MSA Museum P1365  Maclure/McCall/McLagan family portrait

Maclure/McCall/McLagan family portrait.  +

John Cunningham Maclure (centre row, 3rd from left), Mrs. Martha Maclure (centre, 4th from left), and children, Fred (back 3rd from left), eldest daughter, Sara McLagan ( back, 4th from left), John Charles ( back 2nd from right) and Samuel (back, right) and daughter Susan McColl (centre, 5th from left).

John Cunningham Maclure arrived with the detachment and surveyed Sapperton and Queensborough.  He was working on a team that was installing a telegraph cable through B.C. to Alaska when he arrived in Matsqui.  Like many settlers who would follow, Maclure was taken by the beauty of the country calling it “the promised land,” and vowed to return to make his home in Matsqui when his term expired.

Martha Maclure and the couple’s infant daughter, Sarah Ann made the journey to reunite as a family.  John chose the ridge of land west of Matsqui Prairie on which to settle giving it the name Hazelbrae in recognition of the many hazel trees that grew there. 

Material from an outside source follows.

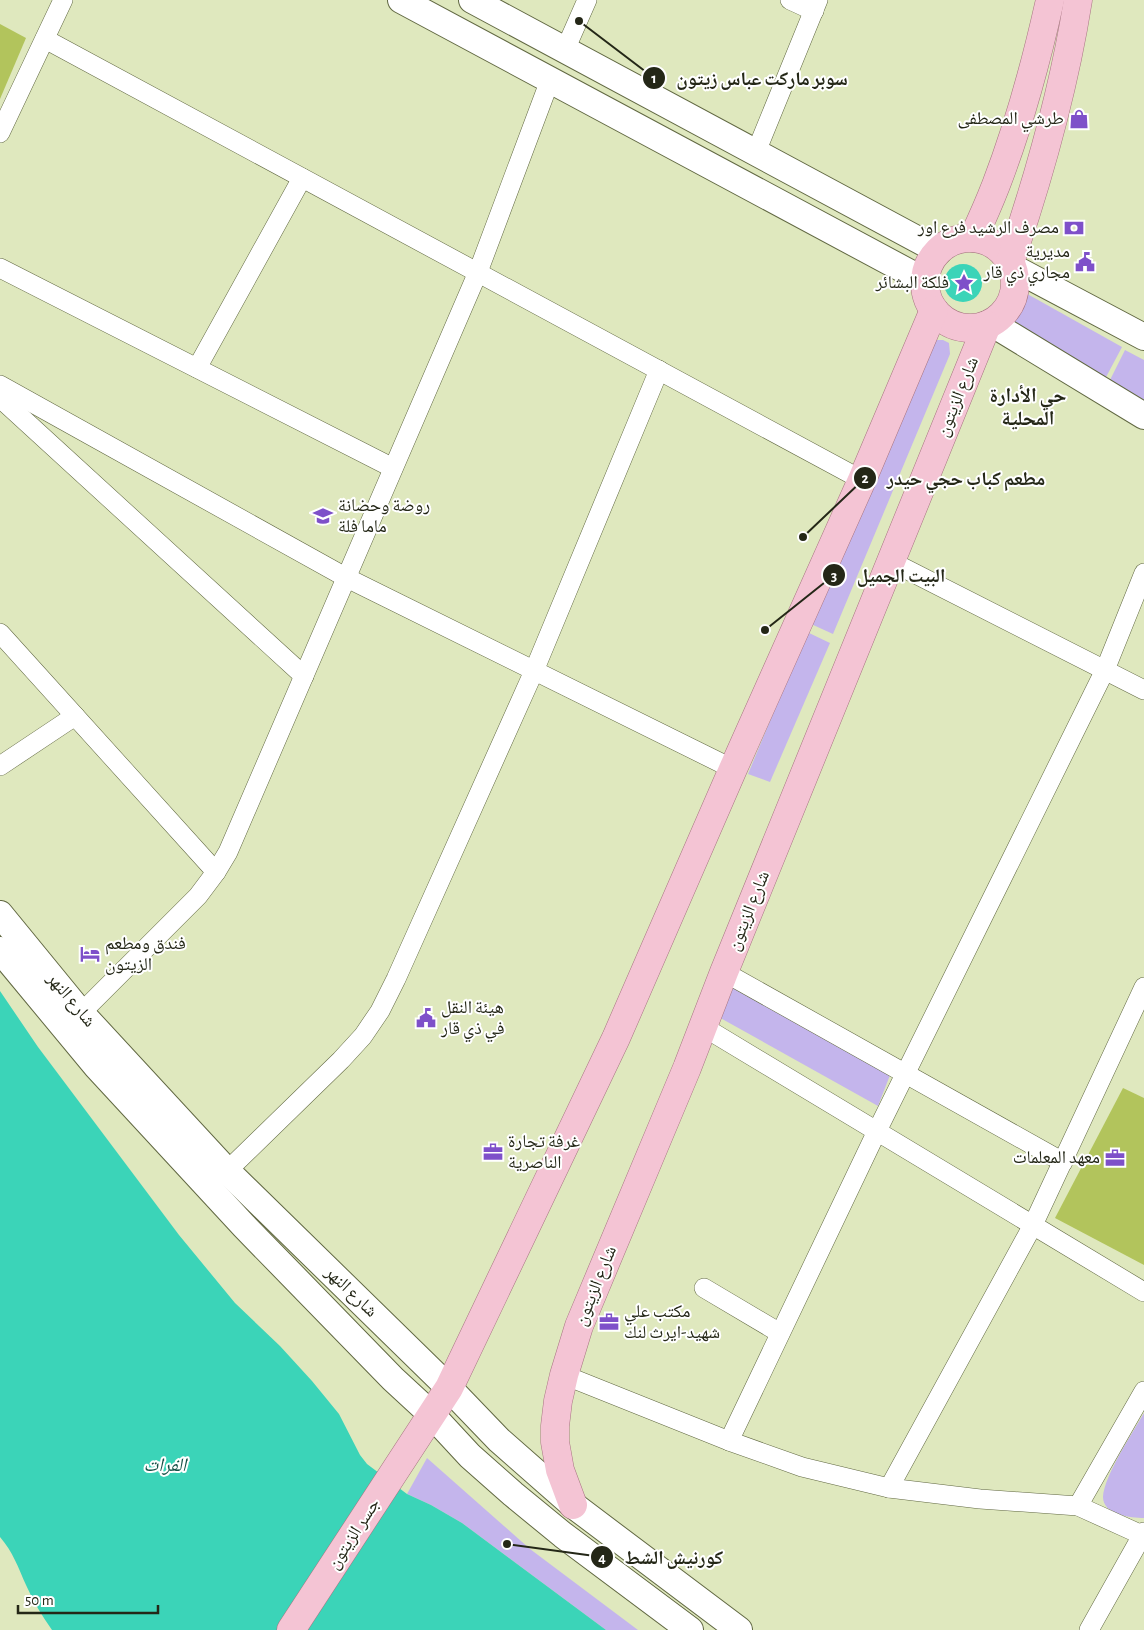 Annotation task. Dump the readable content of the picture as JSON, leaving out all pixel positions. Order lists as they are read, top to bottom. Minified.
{"streets":{"main road":["شارع الزيتون","شارع النهر","جسر الزيتون"]},"crossings":[["شارع الزيتون","شارع النهر"],["شارع النهر","جسر الزيتون"]],"districts":["حي الأدارة المحلية"],"water":["الفرات"],"places":{"other":["سوبر ماركت عباس زيتون","مطعم كباب حجي حيدر","البيت الجميل","كورنيش الشط"],"shop":["طرشي المصطفى"],"bank":["مصرف الرشيد فرع اور"],"public building":["مديرية مجاري ذي قار","هيئة النقل في ذي قار"],"place":["فلكة البشائر"],"school or university":["روضة وحضانة ماما فلة"],"hotel":["فندق ومطعم الزيتون"],"office":["غرفة تجارة الناصرية","معهد المعلمات","مكتب علي شهيد-ايرث لنك"]},"scale_bar":"50 m"} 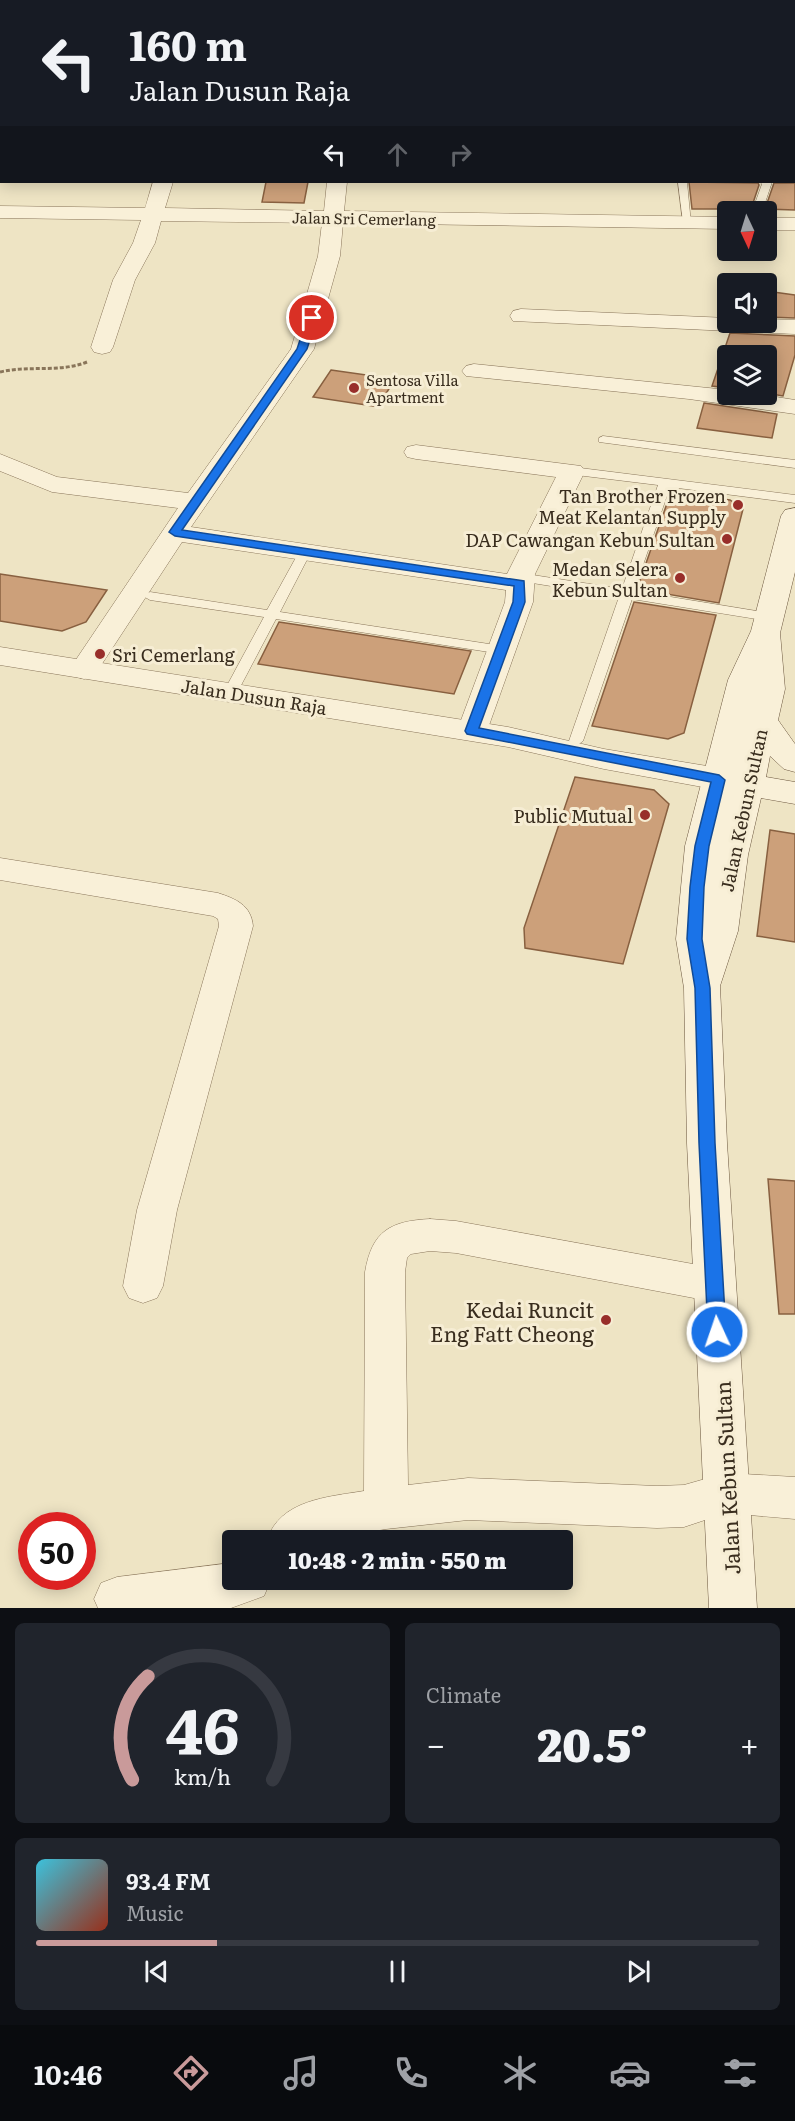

The Maclures literally put Abbotsford on the map, pre-empting the townsite and giving it the name of family friend, Henry Abbot, Western Superintendent of the CPR.  They discovered fireclay, established the Vancouver Fireclay Company and built the company town, Clayburn, to provide a home for the families that arrived in the area to work the clay mines and manufacture bricks.